AIM OF THE EXERCISE
What follows is a set of entries; retype all of them exactly.

◆ ◆ ◆ ◆ ◆ ◆ ◆

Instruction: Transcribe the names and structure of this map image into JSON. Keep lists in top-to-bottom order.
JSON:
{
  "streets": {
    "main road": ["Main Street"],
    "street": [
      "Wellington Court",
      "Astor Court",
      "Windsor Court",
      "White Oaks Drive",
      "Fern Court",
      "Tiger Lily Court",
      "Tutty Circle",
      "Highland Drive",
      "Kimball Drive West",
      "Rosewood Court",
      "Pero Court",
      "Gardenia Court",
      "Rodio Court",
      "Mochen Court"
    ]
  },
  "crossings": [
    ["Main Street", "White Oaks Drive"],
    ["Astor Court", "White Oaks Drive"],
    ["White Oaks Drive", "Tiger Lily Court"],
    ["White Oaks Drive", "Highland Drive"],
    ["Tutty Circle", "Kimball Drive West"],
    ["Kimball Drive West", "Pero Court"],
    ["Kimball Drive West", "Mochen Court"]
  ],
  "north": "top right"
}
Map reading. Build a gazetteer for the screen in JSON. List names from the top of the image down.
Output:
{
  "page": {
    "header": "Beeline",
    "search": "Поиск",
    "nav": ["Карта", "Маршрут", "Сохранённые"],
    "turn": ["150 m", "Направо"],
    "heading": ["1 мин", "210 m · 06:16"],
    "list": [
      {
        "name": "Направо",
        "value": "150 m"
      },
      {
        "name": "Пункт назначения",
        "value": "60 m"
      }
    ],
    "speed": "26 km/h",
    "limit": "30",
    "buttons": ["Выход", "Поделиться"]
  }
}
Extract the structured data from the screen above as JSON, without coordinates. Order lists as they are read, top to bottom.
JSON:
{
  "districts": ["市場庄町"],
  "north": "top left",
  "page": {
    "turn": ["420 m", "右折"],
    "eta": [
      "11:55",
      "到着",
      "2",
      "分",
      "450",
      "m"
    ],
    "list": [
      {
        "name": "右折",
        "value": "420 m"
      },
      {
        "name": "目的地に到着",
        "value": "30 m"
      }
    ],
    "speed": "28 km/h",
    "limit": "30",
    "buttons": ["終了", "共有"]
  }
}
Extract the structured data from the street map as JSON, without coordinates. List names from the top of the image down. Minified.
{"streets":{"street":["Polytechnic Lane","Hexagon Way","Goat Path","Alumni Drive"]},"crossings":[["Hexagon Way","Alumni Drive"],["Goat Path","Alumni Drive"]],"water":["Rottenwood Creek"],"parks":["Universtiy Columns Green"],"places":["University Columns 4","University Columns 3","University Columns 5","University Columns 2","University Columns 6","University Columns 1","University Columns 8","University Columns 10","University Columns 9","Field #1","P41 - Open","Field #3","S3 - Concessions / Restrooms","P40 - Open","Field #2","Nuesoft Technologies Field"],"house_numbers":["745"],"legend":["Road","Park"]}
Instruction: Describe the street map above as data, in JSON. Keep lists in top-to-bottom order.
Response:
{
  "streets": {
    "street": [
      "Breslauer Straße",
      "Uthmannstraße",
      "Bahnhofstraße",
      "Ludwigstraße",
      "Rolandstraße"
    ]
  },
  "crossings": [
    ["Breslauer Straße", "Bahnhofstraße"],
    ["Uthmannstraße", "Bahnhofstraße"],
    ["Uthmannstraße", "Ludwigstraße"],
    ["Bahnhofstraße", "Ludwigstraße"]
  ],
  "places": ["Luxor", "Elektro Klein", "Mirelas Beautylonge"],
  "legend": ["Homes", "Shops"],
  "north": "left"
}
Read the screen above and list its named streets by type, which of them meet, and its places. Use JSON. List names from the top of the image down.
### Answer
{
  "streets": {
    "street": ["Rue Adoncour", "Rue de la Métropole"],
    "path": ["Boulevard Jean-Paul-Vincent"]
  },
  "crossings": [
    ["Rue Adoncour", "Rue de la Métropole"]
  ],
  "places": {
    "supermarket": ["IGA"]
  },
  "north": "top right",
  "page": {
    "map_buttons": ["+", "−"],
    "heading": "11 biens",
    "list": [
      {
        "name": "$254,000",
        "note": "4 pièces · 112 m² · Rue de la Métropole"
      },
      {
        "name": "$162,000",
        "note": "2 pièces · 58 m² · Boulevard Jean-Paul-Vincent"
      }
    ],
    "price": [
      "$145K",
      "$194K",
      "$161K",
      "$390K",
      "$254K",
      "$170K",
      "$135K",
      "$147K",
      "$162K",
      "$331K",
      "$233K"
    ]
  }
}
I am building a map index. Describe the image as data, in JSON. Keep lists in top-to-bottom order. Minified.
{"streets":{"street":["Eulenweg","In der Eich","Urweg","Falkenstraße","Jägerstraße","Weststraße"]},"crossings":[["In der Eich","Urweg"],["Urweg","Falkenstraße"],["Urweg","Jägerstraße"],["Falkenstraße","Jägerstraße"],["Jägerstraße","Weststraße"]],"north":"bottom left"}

◆ ◆ ◆ ◆ ◆ ◆ ◆

RESULT
Instruction: Transcribe the names and structure of this map image into JSON. Keep lists in top-to-bottom order.
JSON:
{
  "streets": {
    "main road": ["Main Street"],
    "street": [
      "Wellington Court",
      "Astor Court",
      "Windsor Court",
      "White Oaks Drive",
      "Fern Court",
      "Tiger Lily Court",
      "Tutty Circle",
      "Highland Drive",
      "Kimball Drive West",
      "Rosewood Court",
      "Pero Court",
      "Gardenia Court",
      "Rodio Court",
      "Mochen Court"
    ]
  },
  "crossings": [
    ["Main Street", "White Oaks Drive"],
    ["Astor Court", "White Oaks Drive"],
    ["White Oaks Drive", "Tiger Lily Court"],
    ["White Oaks Drive", "Highland Drive"],
    ["Tutty Circle", "Kimball Drive West"],
    ["Kimball Drive West", "Pero Court"],
    ["Kimball Drive West", "Mochen Court"]
  ],
  "north": "top right"
}
Map reading. Build a gazetteer for the screen in JSON. List names from the top of the image down.
Output:
{
  "page": {
    "header": "Beeline",
    "search": "Поиск",
    "nav": ["Карта", "Маршрут", "Сохранённые"],
    "turn": ["150 m", "Направо"],
    "heading": ["1 мин", "210 m · 06:16"],
    "list": [
      {
        "name": "Направо",
        "value": "150 m"
      },
      {
        "name": "Пункт назначения",
        "value": "60 m"
      }
    ],
    "speed": "26 km/h",
    "limit": "30",
    "buttons": ["Выход", "Поделиться"]
  }
}
Extract the structured data from the screen above as JSON, without coordinates. Order lists as they are read, top to bottom.
JSON:
{
  "districts": ["市場庄町"],
  "north": "top left",
  "page": {
    "turn": ["420 m", "右折"],
    "eta": [
      "11:55",
      "到着",
      "2",
      "分",
      "450",
      "m"
    ],
    "list": [
      {
        "name": "右折",
        "value": "420 m"
      },
      {
        "name": "目的地に到着",
        "value": "30 m"
      }
    ],
    "speed": "28 km/h",
    "limit": "30",
    "buttons": ["終了", "共有"]
  }
}
Extract the structured data from the street map as JSON, without coordinates. List names from the top of the image down. Minified.
{"streets":{"street":["Polytechnic Lane","Hexagon Way","Goat Path","Alumni Drive"]},"crossings":[["Hexagon Way","Alumni Drive"],["Goat Path","Alumni Drive"]],"water":["Rottenwood Creek"],"parks":["Universtiy Columns Green"],"places":["University Columns 4","University Columns 3","University Columns 5","University Columns 2","University Columns 6","University Columns 1","University Columns 8","University Columns 10","University Columns 9","Field #1","P41 - Open","Field #3","S3 - Concessions / Restrooms","P40 - Open","Field #2","Nuesoft Technologies Field"],"house_numbers":["745"],"legend":["Road","Park"]}
Instruction: Describe the street map above as data, in JSON. Keep lists in top-to-bottom order.
Response:
{
  "streets": {
    "street": [
      "Breslauer Straße",
      "Uthmannstraße",
      "Bahnhofstraße",
      "Ludwigstraße",
      "Rolandstraße"
    ]
  },
  "crossings": [
    ["Breslauer Straße", "Bahnhofstraße"],
    ["Uthmannstraße", "Bahnhofstraße"],
    ["Uthmannstraße", "Ludwigstraße"],
    ["Bahnhofstraße", "Ludwigstraße"]
  ],
  "places": ["Luxor", "Elektro Klein", "Mirelas Beautylonge"],
  "legend": ["Homes", "Shops"],
  "north": "left"
}
Read the screen above and list its named streets by type, which of them meet, and its places. Use JSON. List names from the top of the image down.
### Answer
{
  "streets": {
    "street": ["Rue Adoncour", "Rue de la Métropole"],
    "path": ["Boulevard Jean-Paul-Vincent"]
  },
  "crossings": [
    ["Rue Adoncour", "Rue de la Métropole"]
  ],
  "places": {
    "supermarket": ["IGA"]
  },
  "north": "top right",
  "page": {
    "map_buttons": ["+", "−"],
    "heading": "11 biens",
    "list": [
      {
        "name": "$254,000",
        "note": "4 pièces · 112 m² · Rue de la Métropole"
      },
      {
        "name": "$162,000",
        "note": "2 pièces · 58 m² · Boulevard Jean-Paul-Vincent"
      }
    ],
    "price": [
      "$145K",
      "$194K",
      "$161K",
      "$390K",
      "$254K",
      "$170K",
      "$135K",
      "$147K",
      "$162K",
      "$331K",
      "$233K"
    ]
  }
}
I am building a map index. Describe the image as data, in JSON. Keep lists in top-to-bottom order. Minified.
{"streets":{"street":["Eulenweg","In der Eich","Urweg","Falkenstraße","Jägerstraße","Weststraße"]},"crossings":[["In der Eich","Urweg"],["Urweg","Falkenstraße"],["Urweg","Jägerstraße"],["Falkenstraße","Jägerstraße"],["Jägerstraße","Weststraße"]],"north":"bottom left"}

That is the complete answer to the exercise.